(Supplied records begins)

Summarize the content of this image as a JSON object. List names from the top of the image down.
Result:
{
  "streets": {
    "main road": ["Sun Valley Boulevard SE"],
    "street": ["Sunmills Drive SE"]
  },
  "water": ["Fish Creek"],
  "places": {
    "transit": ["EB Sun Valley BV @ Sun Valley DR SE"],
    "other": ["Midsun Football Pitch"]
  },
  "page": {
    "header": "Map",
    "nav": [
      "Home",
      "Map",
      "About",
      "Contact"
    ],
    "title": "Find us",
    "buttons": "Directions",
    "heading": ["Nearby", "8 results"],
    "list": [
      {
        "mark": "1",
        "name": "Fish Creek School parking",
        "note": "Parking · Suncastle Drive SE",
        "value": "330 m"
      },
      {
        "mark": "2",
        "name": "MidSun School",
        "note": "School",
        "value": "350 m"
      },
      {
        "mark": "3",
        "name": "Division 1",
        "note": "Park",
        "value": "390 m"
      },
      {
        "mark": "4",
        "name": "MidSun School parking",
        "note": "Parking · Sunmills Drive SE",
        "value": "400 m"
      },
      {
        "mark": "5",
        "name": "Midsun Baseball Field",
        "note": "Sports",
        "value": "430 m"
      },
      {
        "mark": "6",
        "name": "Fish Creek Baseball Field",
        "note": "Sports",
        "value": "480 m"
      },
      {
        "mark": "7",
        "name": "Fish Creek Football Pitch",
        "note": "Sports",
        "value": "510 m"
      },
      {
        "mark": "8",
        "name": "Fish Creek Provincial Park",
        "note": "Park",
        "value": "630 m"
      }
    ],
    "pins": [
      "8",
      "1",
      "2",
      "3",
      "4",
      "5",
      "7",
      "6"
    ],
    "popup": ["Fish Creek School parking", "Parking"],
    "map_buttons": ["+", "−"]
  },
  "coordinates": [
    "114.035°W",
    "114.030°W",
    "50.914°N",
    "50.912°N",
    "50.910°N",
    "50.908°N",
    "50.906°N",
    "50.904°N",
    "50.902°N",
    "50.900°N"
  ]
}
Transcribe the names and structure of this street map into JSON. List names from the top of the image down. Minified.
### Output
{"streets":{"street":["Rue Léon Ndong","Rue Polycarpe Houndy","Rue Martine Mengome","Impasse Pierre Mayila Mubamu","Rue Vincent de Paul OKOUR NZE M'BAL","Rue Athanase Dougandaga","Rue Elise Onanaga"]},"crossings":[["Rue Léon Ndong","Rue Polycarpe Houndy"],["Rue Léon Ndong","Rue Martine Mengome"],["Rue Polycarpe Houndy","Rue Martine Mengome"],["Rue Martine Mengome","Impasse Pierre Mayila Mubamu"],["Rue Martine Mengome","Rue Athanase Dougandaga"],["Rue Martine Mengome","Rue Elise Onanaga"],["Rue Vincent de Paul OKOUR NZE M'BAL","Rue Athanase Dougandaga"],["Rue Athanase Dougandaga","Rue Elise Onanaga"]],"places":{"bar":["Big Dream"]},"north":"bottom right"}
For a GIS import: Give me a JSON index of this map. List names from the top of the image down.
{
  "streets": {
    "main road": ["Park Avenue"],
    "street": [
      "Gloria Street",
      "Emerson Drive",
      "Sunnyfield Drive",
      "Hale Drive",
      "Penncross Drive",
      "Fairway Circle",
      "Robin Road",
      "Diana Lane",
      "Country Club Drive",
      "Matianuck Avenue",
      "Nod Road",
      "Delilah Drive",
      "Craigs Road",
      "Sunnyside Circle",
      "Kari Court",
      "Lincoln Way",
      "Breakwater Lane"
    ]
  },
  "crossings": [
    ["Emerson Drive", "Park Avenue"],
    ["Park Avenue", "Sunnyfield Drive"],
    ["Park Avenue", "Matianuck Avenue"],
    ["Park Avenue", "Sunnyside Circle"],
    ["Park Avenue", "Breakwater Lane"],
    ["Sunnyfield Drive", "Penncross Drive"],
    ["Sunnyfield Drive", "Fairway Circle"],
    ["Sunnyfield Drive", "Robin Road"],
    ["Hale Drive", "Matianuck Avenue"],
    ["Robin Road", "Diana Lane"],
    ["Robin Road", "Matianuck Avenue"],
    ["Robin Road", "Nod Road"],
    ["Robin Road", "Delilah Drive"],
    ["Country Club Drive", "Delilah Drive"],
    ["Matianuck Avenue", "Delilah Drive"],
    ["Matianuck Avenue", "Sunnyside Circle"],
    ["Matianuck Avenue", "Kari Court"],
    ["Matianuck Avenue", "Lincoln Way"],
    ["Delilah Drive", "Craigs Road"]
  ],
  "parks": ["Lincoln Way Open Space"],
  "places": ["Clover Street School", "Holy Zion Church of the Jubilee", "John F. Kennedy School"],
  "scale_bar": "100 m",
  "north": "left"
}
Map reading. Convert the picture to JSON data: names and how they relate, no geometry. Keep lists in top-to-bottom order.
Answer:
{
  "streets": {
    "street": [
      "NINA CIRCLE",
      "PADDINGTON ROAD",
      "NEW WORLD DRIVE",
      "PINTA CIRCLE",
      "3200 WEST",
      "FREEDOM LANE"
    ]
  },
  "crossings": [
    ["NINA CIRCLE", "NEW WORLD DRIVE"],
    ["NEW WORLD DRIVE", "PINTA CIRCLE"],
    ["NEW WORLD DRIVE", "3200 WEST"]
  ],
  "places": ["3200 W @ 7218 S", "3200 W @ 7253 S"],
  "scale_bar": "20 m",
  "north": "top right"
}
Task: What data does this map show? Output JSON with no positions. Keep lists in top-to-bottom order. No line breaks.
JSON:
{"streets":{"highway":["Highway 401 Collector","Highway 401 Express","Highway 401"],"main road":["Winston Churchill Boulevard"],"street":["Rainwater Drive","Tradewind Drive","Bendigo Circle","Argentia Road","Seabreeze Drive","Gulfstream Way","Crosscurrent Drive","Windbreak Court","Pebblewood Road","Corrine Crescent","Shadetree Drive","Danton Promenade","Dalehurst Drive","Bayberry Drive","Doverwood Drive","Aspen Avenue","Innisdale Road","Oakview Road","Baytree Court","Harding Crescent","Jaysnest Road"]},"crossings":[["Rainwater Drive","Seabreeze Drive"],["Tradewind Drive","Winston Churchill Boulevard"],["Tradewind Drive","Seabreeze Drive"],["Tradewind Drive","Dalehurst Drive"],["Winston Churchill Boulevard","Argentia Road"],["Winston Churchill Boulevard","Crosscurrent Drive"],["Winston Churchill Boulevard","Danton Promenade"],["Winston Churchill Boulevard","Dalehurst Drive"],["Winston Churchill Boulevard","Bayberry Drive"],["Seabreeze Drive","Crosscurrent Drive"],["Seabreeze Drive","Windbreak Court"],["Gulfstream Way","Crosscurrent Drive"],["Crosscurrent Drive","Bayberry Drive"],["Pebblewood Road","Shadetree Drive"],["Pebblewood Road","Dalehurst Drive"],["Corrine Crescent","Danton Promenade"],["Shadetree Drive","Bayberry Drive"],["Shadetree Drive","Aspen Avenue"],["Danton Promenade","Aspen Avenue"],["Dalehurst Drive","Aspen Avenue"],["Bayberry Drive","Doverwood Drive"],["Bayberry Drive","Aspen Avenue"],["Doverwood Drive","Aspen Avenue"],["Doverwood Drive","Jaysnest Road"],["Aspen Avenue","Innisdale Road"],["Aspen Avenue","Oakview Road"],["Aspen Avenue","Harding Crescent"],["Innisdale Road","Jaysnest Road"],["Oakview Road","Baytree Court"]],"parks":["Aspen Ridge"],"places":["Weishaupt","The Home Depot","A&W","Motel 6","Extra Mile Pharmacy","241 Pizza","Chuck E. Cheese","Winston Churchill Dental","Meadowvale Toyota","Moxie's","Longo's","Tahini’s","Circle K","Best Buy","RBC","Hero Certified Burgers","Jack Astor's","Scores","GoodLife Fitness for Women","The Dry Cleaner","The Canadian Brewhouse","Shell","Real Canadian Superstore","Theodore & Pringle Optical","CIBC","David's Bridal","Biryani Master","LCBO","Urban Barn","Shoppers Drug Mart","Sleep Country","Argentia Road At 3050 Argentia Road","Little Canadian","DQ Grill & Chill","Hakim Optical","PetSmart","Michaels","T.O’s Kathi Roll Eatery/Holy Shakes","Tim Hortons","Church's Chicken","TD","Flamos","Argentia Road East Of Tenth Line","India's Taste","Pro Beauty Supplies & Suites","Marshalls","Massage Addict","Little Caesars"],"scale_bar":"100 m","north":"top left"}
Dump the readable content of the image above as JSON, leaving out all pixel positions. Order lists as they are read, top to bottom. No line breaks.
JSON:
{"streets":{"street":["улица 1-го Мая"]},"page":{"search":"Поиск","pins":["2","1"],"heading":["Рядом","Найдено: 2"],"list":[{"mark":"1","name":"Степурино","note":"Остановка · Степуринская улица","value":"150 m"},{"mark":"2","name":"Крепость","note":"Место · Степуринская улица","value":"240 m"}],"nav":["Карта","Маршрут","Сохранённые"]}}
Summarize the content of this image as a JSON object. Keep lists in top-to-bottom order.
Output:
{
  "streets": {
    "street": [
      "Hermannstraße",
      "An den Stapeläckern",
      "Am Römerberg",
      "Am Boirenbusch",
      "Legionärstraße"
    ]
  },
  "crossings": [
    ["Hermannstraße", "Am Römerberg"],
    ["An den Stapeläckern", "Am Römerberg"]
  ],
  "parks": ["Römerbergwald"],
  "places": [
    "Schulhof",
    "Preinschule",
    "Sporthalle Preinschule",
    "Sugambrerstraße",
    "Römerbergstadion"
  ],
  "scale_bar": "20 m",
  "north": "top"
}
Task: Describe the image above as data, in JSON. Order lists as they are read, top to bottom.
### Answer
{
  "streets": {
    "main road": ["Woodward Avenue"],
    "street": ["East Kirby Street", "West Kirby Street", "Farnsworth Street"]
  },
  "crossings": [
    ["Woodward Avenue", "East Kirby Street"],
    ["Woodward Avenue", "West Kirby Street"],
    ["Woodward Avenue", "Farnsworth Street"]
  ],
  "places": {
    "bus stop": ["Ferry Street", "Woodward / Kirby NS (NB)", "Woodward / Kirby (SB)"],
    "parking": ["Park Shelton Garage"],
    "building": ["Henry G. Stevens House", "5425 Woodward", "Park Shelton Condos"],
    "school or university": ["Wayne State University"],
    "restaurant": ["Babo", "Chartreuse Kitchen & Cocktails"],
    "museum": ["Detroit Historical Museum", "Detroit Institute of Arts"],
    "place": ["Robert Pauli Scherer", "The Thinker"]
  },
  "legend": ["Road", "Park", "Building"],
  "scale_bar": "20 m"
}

(Supplied records ends)

• Exercise brief: What is needed is each line from the records with the word "lists" in it.

• Result for this exercise:
Map reading. Convert the picture to JSON data: names and how they relate, no geometry. Keep lists in top-to-bottom order.
Task: What data does this map show? Output JSON with no positions. Keep lists in top-to-bottom order. No line breaks.
Dump the readable content of the image above as JSON, leaving out all pixel positions. Order lists as they are read, top to bottom. No line breaks.
Summarize the content of this image as a JSON object. Keep lists in top-to-bottom order.
Task: Describe the image above as data, in JSON. Order lists as they are read, top to bottom.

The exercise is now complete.